* PROBLEM DETAILS *
Nothing after the line with "border-top:1px solid var(--line)" belongs in the copy; extract the lines below from the top through that line, pictures left out.
┄┄┄┄┄┄
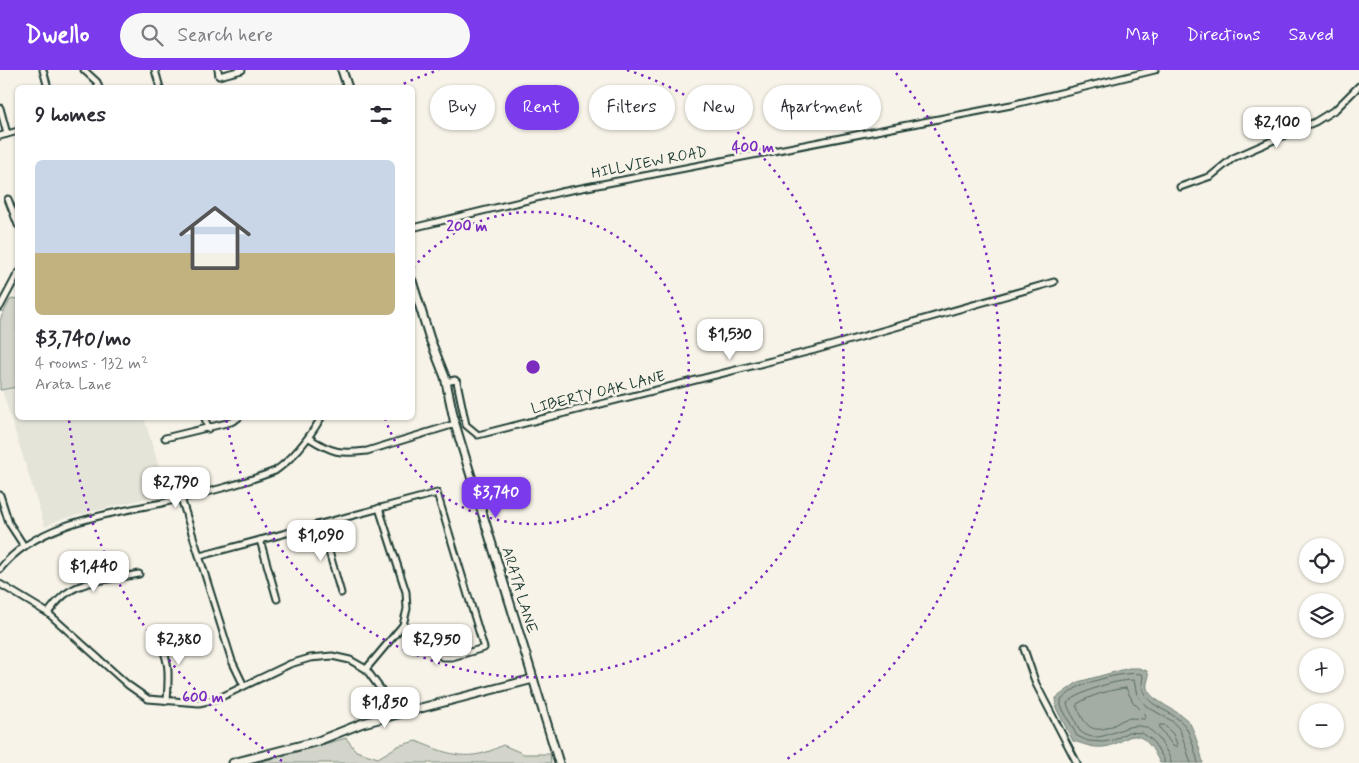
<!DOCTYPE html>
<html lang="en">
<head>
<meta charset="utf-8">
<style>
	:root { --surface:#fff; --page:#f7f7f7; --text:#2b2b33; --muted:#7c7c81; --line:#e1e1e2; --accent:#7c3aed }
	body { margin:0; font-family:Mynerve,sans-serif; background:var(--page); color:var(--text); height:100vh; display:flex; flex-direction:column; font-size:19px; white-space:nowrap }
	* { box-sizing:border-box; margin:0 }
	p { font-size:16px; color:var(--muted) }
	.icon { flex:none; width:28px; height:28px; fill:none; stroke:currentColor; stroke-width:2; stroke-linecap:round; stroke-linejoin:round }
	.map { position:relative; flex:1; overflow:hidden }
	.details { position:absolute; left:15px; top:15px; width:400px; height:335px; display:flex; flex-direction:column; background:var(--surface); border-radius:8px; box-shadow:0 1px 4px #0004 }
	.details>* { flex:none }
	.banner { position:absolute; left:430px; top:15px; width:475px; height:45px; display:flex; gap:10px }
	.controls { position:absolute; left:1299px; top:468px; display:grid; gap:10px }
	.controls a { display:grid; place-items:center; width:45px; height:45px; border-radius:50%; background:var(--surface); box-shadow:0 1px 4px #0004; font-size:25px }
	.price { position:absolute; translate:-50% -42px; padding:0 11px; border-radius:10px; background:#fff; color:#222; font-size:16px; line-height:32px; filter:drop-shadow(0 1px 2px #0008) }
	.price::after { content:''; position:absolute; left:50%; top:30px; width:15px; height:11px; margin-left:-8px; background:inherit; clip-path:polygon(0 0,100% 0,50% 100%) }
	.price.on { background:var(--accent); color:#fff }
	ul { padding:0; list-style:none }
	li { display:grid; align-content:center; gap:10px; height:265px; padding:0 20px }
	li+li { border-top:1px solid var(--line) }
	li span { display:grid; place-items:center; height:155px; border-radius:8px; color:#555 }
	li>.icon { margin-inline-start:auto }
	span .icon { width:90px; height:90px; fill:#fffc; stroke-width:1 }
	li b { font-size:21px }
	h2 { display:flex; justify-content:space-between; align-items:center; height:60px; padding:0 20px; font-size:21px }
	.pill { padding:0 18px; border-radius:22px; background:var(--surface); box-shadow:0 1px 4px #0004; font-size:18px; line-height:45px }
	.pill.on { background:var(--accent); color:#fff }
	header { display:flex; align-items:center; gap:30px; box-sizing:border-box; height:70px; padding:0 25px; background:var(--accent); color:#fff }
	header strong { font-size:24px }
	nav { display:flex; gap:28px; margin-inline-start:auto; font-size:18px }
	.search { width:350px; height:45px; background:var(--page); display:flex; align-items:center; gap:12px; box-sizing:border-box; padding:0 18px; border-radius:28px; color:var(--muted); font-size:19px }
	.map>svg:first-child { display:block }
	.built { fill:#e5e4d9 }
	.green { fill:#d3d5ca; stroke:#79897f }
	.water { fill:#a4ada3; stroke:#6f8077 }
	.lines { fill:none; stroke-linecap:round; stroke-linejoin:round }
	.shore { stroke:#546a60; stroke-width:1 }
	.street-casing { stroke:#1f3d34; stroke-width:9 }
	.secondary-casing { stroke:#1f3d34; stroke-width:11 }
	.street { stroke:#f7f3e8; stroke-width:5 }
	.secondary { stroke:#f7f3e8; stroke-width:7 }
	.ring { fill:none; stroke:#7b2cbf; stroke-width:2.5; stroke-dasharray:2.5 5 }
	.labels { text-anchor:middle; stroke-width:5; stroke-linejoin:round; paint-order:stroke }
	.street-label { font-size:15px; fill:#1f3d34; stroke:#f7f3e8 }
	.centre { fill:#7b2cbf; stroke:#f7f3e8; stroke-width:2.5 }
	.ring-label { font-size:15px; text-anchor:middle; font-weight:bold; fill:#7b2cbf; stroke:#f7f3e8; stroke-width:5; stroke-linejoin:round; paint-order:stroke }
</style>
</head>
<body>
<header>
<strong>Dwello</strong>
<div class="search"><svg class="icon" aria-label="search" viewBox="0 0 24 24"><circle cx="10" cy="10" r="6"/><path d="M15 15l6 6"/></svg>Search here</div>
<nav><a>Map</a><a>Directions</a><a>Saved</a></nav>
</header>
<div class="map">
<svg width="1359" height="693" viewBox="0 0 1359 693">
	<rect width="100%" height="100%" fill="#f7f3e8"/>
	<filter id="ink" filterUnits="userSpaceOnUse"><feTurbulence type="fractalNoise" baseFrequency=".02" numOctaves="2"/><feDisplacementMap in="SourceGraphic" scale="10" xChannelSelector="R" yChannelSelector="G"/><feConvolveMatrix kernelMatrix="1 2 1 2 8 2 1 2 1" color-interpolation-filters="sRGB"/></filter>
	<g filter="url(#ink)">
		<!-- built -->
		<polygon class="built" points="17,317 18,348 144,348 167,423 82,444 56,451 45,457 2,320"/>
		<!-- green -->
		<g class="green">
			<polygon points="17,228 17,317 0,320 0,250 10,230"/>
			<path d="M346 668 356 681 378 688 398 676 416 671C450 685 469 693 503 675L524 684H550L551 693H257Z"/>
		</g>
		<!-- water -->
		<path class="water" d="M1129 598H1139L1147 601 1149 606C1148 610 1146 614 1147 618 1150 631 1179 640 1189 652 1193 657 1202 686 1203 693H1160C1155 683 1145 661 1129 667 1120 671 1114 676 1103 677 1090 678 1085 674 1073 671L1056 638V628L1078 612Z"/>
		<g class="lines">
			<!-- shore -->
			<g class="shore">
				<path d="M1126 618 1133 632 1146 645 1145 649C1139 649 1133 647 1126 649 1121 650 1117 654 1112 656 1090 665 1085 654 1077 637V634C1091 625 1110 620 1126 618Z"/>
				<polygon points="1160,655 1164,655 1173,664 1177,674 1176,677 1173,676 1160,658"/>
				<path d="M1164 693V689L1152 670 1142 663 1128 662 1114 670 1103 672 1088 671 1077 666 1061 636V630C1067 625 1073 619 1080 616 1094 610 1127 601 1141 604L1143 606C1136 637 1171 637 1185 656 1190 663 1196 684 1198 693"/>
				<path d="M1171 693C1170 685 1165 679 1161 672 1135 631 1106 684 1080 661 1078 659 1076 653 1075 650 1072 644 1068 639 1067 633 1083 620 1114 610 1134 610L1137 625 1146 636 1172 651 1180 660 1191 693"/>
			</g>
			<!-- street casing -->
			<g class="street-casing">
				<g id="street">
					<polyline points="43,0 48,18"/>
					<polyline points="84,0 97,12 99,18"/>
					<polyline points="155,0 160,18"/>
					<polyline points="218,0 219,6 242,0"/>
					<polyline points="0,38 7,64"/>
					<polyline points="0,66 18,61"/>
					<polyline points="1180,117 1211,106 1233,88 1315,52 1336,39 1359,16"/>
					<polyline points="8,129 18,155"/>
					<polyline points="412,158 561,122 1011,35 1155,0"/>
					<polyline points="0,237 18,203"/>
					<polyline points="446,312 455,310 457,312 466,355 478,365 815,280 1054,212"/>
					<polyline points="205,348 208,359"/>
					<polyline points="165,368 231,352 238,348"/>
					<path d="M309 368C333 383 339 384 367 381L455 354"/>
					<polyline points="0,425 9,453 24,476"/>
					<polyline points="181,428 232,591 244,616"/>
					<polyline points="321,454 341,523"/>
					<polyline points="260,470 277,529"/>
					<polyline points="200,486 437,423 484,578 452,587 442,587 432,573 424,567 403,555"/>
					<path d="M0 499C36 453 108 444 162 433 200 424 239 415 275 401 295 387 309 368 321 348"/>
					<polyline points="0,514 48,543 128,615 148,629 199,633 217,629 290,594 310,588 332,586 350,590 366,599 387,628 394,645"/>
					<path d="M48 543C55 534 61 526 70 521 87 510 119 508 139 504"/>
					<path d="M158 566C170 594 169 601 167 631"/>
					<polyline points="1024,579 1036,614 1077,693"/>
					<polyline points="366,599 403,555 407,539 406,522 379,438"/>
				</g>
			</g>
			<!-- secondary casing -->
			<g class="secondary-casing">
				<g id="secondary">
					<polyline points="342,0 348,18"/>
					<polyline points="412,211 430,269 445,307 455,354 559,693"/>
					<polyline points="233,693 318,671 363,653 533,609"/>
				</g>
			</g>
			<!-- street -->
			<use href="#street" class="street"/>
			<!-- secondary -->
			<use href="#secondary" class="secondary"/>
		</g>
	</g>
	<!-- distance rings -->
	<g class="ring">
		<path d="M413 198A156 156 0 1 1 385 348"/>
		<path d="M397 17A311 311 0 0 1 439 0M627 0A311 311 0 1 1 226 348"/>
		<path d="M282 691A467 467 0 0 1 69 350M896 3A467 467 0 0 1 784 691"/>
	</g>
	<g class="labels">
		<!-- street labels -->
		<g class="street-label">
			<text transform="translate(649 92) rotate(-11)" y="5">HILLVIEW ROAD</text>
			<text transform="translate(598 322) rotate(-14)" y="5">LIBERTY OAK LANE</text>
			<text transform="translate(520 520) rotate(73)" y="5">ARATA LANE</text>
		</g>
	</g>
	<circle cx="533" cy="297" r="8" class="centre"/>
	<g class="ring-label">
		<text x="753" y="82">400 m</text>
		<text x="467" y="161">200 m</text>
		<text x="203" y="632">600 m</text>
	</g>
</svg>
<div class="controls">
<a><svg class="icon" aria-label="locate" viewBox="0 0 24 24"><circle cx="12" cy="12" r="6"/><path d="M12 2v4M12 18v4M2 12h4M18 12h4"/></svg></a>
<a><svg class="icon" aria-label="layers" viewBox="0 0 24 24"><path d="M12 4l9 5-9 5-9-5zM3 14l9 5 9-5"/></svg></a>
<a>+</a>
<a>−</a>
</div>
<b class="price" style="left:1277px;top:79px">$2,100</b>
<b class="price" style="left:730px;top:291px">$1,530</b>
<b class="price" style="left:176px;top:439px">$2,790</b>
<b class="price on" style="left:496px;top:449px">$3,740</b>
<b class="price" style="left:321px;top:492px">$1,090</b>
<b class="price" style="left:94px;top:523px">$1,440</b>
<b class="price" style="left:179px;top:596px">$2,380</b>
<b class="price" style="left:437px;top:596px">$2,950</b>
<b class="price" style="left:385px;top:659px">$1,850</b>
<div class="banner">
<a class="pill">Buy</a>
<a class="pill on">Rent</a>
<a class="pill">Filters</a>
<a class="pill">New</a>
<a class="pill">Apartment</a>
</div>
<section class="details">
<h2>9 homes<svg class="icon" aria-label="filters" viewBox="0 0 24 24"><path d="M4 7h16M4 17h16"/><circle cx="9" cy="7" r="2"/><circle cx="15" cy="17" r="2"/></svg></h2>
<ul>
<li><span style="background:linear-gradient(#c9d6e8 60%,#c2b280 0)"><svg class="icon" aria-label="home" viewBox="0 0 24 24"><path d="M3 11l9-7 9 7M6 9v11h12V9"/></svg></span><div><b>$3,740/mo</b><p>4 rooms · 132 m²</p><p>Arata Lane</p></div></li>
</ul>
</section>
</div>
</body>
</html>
┄┄┄┄┄┄
* ANSWER BELOW *
<!DOCTYPE html>
<html lang="en">
<head>
<meta charset="utf-8">
<style>
	:root { --surface:#fff; --page:#f7f7f7; --text:#2b2b33; --muted:#7c7c81; --line:#e1e1e2; --accent:#7c3aed }
	body { margin:0; font-family:Mynerve,sans-serif; background:var(--page); color:var(--text); height:100vh; display:flex; flex-direction:column; font-size:19px; white-space:nowrap }
	* { box-sizing:border-box; margin:0 }
	p { font-size:16px; color:var(--muted) }
	.icon { flex:none; width:28px; height:28px; fill:none; stroke:currentColor; stroke-width:2; stroke-linecap:round; stroke-linejoin:round }
	.map { position:relative; flex:1; overflow:hidden }
	.details { position:absolute; left:15px; top:15px; width:400px; height:335px; display:flex; flex-direction:column; background:var(--surface); border-radius:8px; box-shadow:0 1px 4px #0004 }
	.details>* { flex:none }
	.banner { position:absolute; left:430px; top:15px; width:475px; height:45px; display:flex; gap:10px }
	.controls { position:absolute; left:1299px; top:468px; display:grid; gap:10px }
	.controls a { display:grid; place-items:center; width:45px; height:45px; border-radius:50%; background:var(--surface); box-shadow:0 1px 4px #0004; font-size:25px }
	.price { position:absolute; translate:-50% -42px; padding:0 11px; border-radius:10px; background:#fff; color:#222; font-size:16px; line-height:32px; filter:drop-shadow(0 1px 2px #0008) }
	.price::after { content:''; position:absolute; left:50%; top:30px; width:15px; height:11px; margin-left:-8px; background:inherit; clip-path:polygon(0 0,100% 0,50% 100%) }
	.price.on { background:var(--accent); color:#fff }
	ul { padding:0; list-style:none }
	li { display:grid; align-content:center; gap:10px; height:265px; padding:0 20px }
	li+li { border-top:1px solid var(--line) }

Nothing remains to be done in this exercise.